*** Opening of SOURCE DATA ***

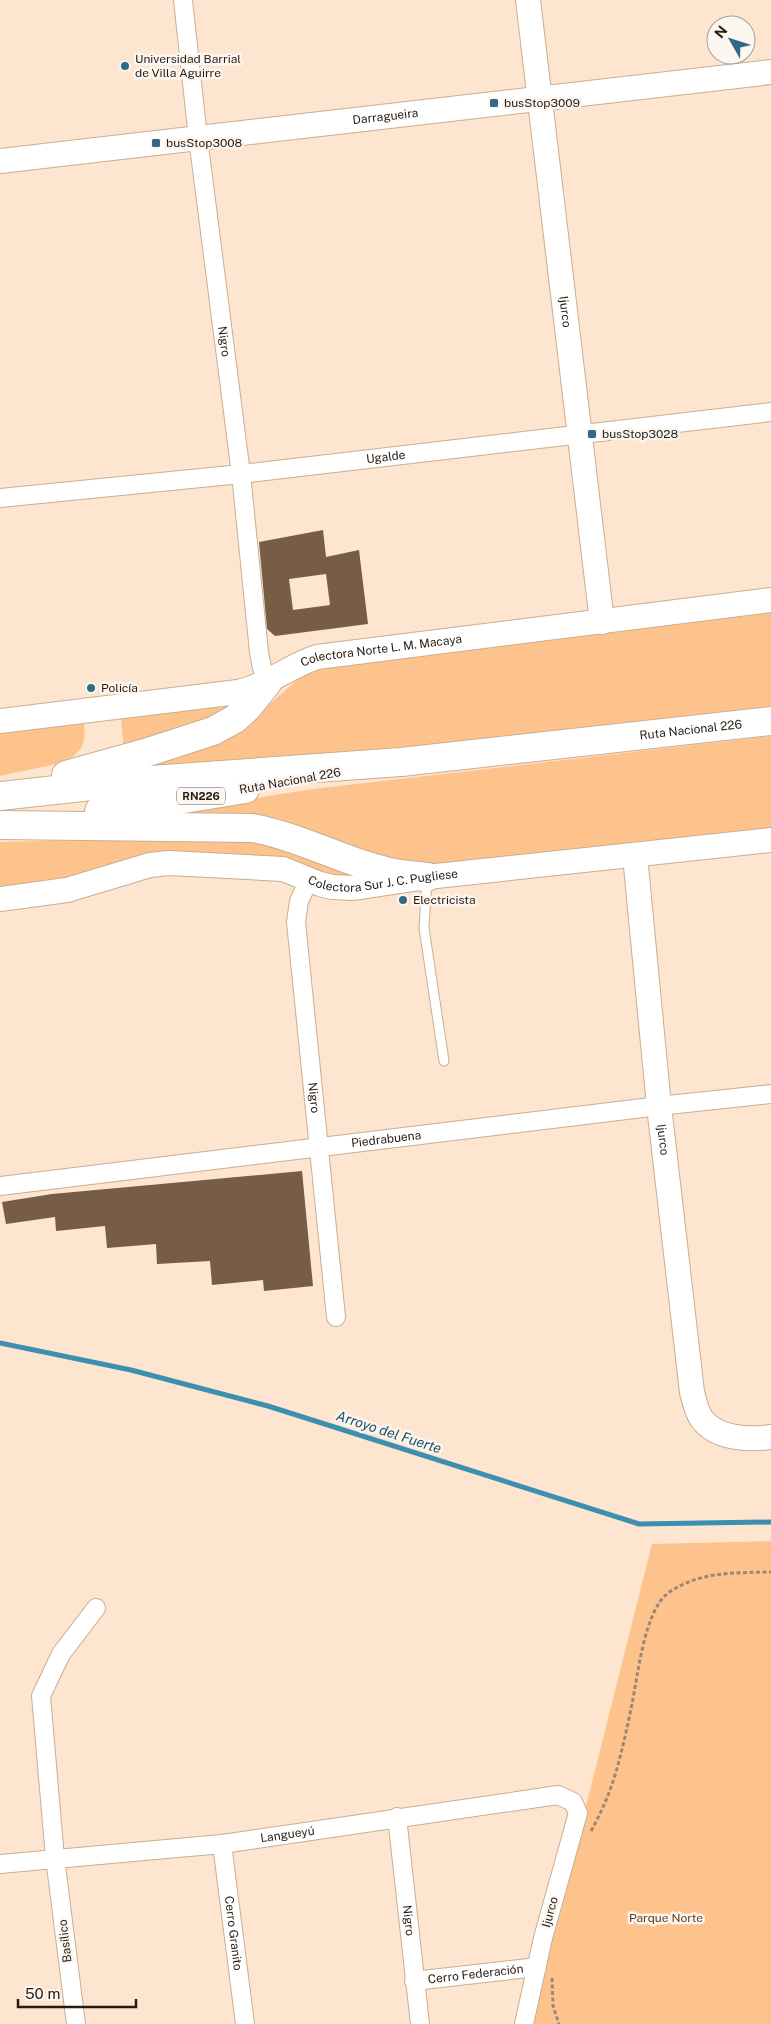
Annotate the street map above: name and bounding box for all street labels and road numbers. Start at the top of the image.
street label: Darragueira [352,106,419,127]
street label: Ijurco [556,295,574,328]
street label: Nigro [215,325,233,358]
street label: Ugalde [365,448,406,466]
street label: Colectora Norte L. M. Macaya [298,632,463,670]
street label: Ruta Nacional 226 [639,717,743,743]
street label: Ruta Nacional 226 [238,765,342,797]
road number: RN226 [177,788,225,804]
street label: Colectora Sur J. C. Pugliese [306,867,459,895]
street label: Nigro [305,1082,322,1114]
street label: Ijurco [654,1123,672,1156]
street label: Piedrabuena [350,1128,422,1150]
street label: Langueyú [259,1824,316,1845]
street label: Cerro Granito [222,1895,245,1972]
street label: Ijurco [539,1895,561,1929]
street label: Nigro [400,1904,417,1937]
street label: Basílico [55,1918,75,1963]
street label: Cerro Federación [427,1962,524,1986]

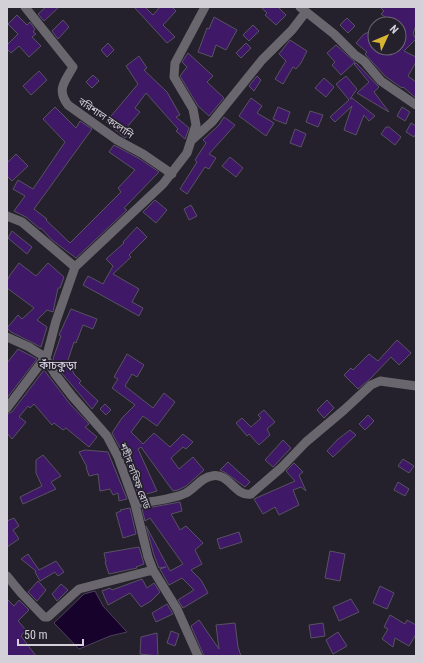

*** Close of SOURCE DATA ***

> **ABOUT THIS EXERCISE**:
Give the records above again verbatim, pictures omitted.

> **EXERCISE OUTPUT**:
Annotate the street map above: name and bounding box for all street labels and road numbers. Start at the top of the image.
street label: Darragueira [352,106,419,127]
street label: Ijurco [556,295,574,328]
street label: Nigro [215,325,233,358]
street label: Ugalde [365,448,406,466]
street label: Colectora Norte L. M. Macaya [298,632,463,670]
street label: Ruta Nacional 226 [639,717,743,743]
street label: Ruta Nacional 226 [238,765,342,797]
road number: RN226 [177,788,225,804]
street label: Colectora Sur J. C. Pugliese [306,867,459,895]
street label: Nigro [305,1082,322,1114]
street label: Ijurco [654,1123,672,1156]
street label: Piedrabuena [350,1128,422,1150]
street label: Langueyú [259,1824,316,1845]
street label: Cerro Granito [222,1895,245,1972]
street label: Ijurco [539,1895,561,1929]
street label: Nigro [400,1904,417,1937]
street label: Basílico [55,1918,75,1963]
street label: Cerro Federación [427,1962,524,1986]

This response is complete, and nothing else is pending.